CHARACTERIZING THE EFFECTS OF ILLUVIATION ON THE PETROLOGY AND CHEMISTRY OF TONALITIC SAPROCK: IMPLICATIONS FOR INTERPRETING COMPOSITIONAL LINEAR TRENDS

In order to characterize the petrological and chemical effects of illuviation, we collected 17 samples of saprock adjacent to, and 14 samples of corestone from, an ~6.7 m high tonalitic corestone (tor). Based on thin section observations, all saprock samples are characterized by a network of transgranular and intergranular cracks filled or lined with illuviated clay. In contrast, the silicate framework has been weakly to mildly weathered, and as result, biotite has been partially transformed into mixed-layer biotite/vermiculite, plagioclase has been weakly weathered to a dusting of smectite, and hornblende has been weakly weathered to Fe- and/or Mn-oxyhydroxide. The weathering of biotite translates into an ~5-6% loss of K mass while the weathering of plagioclase resulted in no statistically significant loss of Ca or Na mass.

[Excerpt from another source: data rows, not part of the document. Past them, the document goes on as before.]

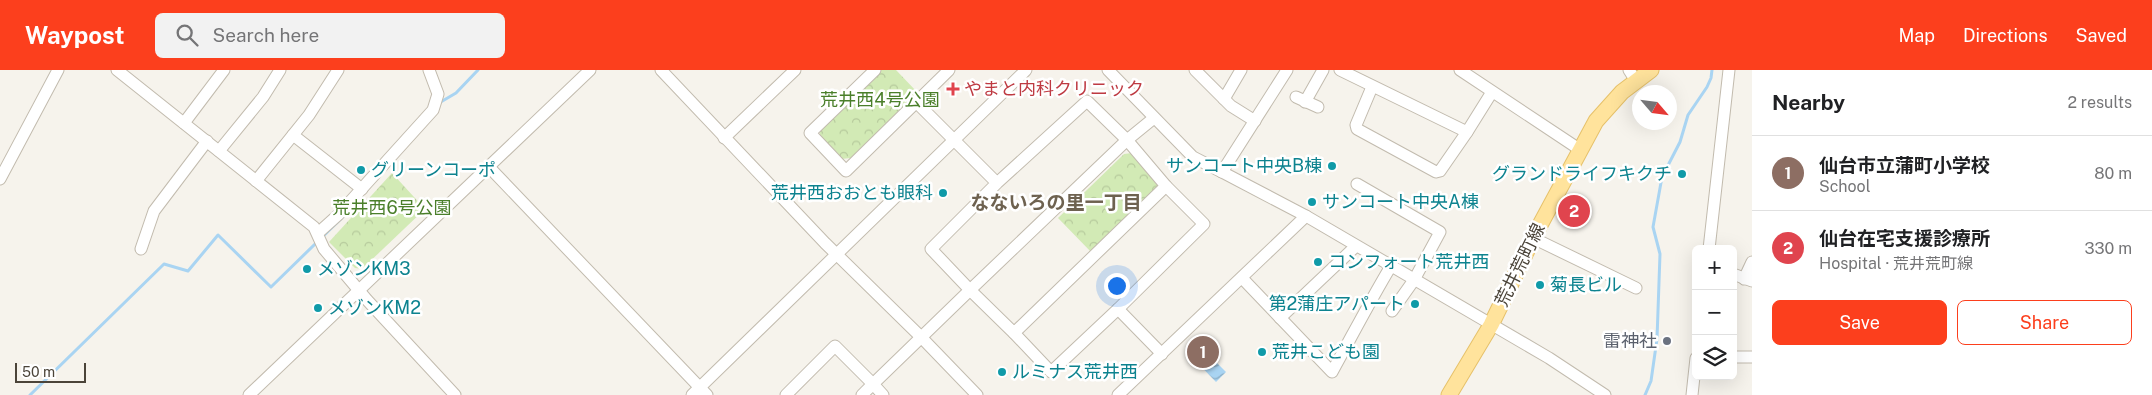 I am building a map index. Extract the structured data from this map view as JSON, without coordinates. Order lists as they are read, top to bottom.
{
  "streets": {
    "main road": ["荒井荒町線"]
  },
  "districts": ["なないろの里一丁目"],
  "parks": ["荒井西4号公園", "荒井西6号公園"],
  "places": {
    "health": ["やまと内科クリニック"],
    "other": [
      "サンコート中央B棟",
      "グリーンコーポ",
      "グランドライフキクチ",
      "荒井西おおとも眼科",
      "サンコート中央A棟",
      "コンフォート荒井西",
      "メゾンKM3",
      "菊長ビル",
      "第2蒲庄アパート",
      "メゾンKM2",
      "雷神社",
      "荒井こども園",
      "ルミナス荒井西"
    ]
  },
  "scale_bar": "50 m",
  "north": "bottom right",
  "page": {
    "header": "Waypost",
    "search": "Search here",
    "nav": ["Map", "Directions", "Saved"],
    "heading": ["Nearby", "2 results"],
    "list": [
      {
        "mark": "1",
        "name": "仙台市立蒲町小学校",
        "note": "School",
        "value": "80 m"
      },
      {
        "mark": "2",
        "name": "仙台在宅支援診療所",
        "note": "Hospital · 荒井荒町線",
        "value": "330 m"
      }
    ],
    "pins": ["2", "1"],
    "map_buttons": ["+", "−"],
    "buttons": ["Save", "Share"],
    "scale": "50 m"
  }
}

The above effects of eluviation contrast markedly with the statistically significant additions of Si, Al, Fe, Mn, Ti, Sc, Cr, Cu, Rb, Y, and Yb mass produced by illuviation. Such additions translate into an overall statistically significant 12-15% increase in bulk mass. The above increases in elemental and bulk mass are a reflection of eluvial processes operating in the now eroded overlying ≥6.7 m section of regolith. Within that overlying section, kaolinite; minute particles of biotite, hornblende, and ilmenite; and ions derived from leaching of these mineral were suspended into downward percolating fluids. The dominance of kaolinite, along with the apparent severity of leaching implied by the downward transfer of significant elemental mass, suggest a climatic regime that is unlike that currently existing in the Peninsular Ranges, or during the Quaternary, ~35,000 years ago, the exhumation age of a nearby corestone. Though poorly constrained, after removal of ~300 km of displacement along the San Andreas fault, the section of regolith studied during this investigation, may reflect Paleocene weathering within a subtropical setting.

On centered p(A)-p(CN)-p(K) ternary diagrams, illuviation resulted in a compositional linear trend anchored by the geometric mean of the corestone samples and the projected composition of kaolinite at the p(A) apex. Notably, this trend is unlike that documented for biotite-controlled and plagioclase-controlled weathering.